Blog
Het gedroomde boek
Door datingsite- en communitylid
Blauwtje
25-06-2012 00:19 | bekeken:
1284 | funked:
0 | reacties:
2
Vooraf: het leven is al ingewikkeld genoeg, maar soms zijn dromen nog gecompliceerder. Zo schrijf ik bij tijd en wijle aan een boek in mijn dromen. Bij het ontwaken is hij vervlogen en kijk ik verdwaasd in het rond, waar is mijn boek gebleven? En wat is het verhaal?
Vanochtend werd ik wakker en begreep ik het: mijn droomboek is een vlechtwerk van verhaallijnen.
Het was ver na middernacht dat verhaallijnen 7, 28a en 61 zich aandienden. Ik stopte mijn vingers in mijn oren en toch hoorde ik een krachtig gezoem. "Nee! Nee! Ga dan toch weg van mij!" riep ik. Ik was moe, het was een lange dag geweest. Ze hielden aan: "Kies!" zoemden ze, "Kies dan één van ons."

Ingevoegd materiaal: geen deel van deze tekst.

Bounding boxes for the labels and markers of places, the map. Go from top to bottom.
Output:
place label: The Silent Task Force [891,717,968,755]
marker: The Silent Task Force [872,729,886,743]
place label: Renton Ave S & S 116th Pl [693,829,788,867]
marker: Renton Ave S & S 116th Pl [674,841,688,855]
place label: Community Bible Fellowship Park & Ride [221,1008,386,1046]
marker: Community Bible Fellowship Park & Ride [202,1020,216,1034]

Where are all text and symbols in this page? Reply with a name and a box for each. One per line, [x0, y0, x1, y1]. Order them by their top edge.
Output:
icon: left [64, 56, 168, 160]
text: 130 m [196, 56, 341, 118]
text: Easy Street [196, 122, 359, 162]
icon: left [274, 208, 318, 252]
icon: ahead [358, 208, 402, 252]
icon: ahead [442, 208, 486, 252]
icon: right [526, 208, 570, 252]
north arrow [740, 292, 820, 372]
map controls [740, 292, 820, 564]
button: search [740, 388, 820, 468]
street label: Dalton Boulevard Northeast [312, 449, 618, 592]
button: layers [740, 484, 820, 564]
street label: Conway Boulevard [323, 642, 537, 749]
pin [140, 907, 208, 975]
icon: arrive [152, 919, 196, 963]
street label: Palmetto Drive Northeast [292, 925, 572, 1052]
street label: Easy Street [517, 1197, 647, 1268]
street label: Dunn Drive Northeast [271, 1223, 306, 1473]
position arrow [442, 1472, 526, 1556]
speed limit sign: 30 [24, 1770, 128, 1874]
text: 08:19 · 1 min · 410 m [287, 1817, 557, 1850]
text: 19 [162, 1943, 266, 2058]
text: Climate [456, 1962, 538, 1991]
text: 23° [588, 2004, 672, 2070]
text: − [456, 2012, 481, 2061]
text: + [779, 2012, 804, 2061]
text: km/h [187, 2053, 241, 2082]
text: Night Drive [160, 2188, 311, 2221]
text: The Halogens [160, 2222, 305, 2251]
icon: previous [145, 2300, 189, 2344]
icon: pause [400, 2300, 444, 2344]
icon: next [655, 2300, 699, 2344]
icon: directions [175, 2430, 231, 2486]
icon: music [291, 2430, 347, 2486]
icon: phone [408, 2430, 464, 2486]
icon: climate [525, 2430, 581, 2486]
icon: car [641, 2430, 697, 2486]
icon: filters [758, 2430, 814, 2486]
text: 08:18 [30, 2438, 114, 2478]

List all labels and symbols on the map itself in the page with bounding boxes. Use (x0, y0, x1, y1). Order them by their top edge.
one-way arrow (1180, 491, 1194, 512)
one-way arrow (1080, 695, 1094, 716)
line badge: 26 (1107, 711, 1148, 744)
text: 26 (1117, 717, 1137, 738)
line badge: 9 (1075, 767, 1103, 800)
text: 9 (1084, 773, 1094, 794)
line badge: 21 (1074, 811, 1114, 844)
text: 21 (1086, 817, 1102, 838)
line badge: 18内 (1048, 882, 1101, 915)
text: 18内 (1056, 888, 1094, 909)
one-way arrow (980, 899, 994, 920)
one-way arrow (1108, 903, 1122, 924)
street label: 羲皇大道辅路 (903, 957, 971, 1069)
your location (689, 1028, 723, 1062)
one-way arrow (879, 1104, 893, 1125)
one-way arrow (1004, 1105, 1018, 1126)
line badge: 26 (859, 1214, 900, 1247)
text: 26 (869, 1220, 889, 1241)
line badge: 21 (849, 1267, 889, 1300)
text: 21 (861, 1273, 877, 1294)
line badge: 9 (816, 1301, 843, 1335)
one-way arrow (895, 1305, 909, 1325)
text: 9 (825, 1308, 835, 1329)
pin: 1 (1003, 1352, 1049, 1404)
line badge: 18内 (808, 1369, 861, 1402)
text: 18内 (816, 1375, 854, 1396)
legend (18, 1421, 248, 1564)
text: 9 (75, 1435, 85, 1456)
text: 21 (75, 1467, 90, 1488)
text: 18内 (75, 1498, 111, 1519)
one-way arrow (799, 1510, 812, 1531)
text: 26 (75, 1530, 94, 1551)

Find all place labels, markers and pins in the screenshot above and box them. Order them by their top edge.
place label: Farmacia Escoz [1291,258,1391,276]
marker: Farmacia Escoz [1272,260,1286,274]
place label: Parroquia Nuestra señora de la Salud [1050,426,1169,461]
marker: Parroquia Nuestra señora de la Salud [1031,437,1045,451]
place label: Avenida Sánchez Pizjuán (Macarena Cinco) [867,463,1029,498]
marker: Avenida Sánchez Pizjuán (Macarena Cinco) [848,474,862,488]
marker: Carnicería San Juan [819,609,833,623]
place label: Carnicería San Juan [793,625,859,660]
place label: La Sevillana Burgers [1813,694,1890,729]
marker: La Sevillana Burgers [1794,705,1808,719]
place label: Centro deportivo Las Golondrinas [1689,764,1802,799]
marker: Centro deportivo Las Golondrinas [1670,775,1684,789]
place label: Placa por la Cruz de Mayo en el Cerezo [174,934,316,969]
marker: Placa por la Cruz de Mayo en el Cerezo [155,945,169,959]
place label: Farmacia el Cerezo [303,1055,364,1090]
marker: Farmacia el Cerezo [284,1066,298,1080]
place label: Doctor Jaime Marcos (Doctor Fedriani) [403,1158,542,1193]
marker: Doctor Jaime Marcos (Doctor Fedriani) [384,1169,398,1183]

Hoewel 28a zeer verleidelijk was met krachtige wendingen, poëtische schilderingen en zeer imposante persoonlijkheden, koos ik 61. Dat leek mij een rustig epistel vol kabbelende vertellingen, doch niet zo vroom als 7, zodat ik er toch zeker bij in slaap zou vallen.
Hoe had ik mij vergist.
61 openbaarde zich met een ernstig gezicht. Het gezoem werd luider en mengde zich met luid geratel. Ik raakte over mijn slaap heen. "Wil je koffie?" zei het ernstige gezicht. Ik keek hem aan. Zijn diepbruine ogen keken langs mij heen. Hij draaide krullen in zijn peies. "Ja, graag." Over de bar heen reikte hij mij een mok. Ik hoorde het geratel minder worden.
"Simcha!" riep het ernstige gezicht, "de was!" Ik dronk slokjes van de te sterke koffie en overdacht de dag. Zo banaal en zo aards. Ik had gehoopt op het gevoel van verheffing, van ontstijging boven mijn simpele aardse lot uit. maar deze queeste had mij nergens gebracht. Geen verheven extatische gevoelens, geen briljante religieuze ontdekkingen, geen ontmoeting met het Hogere.
Ook hier liepen mensen van vlees & bloed. Mensen die schreeuwden, mensen die zich haasten. Die zich bevuilden met het stof van de weg. Mensen die dorst hadden, net als ik. Mensen met zorgen en mensen met wensen. Elke dag op en neer, in de bus, naar het werk, de winkel, de stad. Het park voor het laatste glimpje zon, zien en gezien worden. Zo profaan.
Wat had ik verwacht? Had ik dan echt gedacht dat ik een pelgrim uit een epische film was? Had ik dan verwacht God zich te zien openbaren op aarde tijdens uitgerekend mijn tocht, omdat ik dat wilde, nu?
Simcha tikte me aan. "Alstublieft, mevrouw, uw was!" Ik keek haar aan met een laatste sprankje hoop op een illuminerende ontboezeming, op wijsheid zoals alleen Salomo die zou kennen, op iets wat de gewaarwording van het mondaine zou wegwassen. Maar ze gaf me alleen een glimlach en een tas met mijn kleding en handdoeken. Keurig gevouwen, dat wel. Ik propte ze in mijn rugtas, betaalde haar voor de verleende diensten en zei hen gedag. Ik liep de wasserette uit, de hitte in.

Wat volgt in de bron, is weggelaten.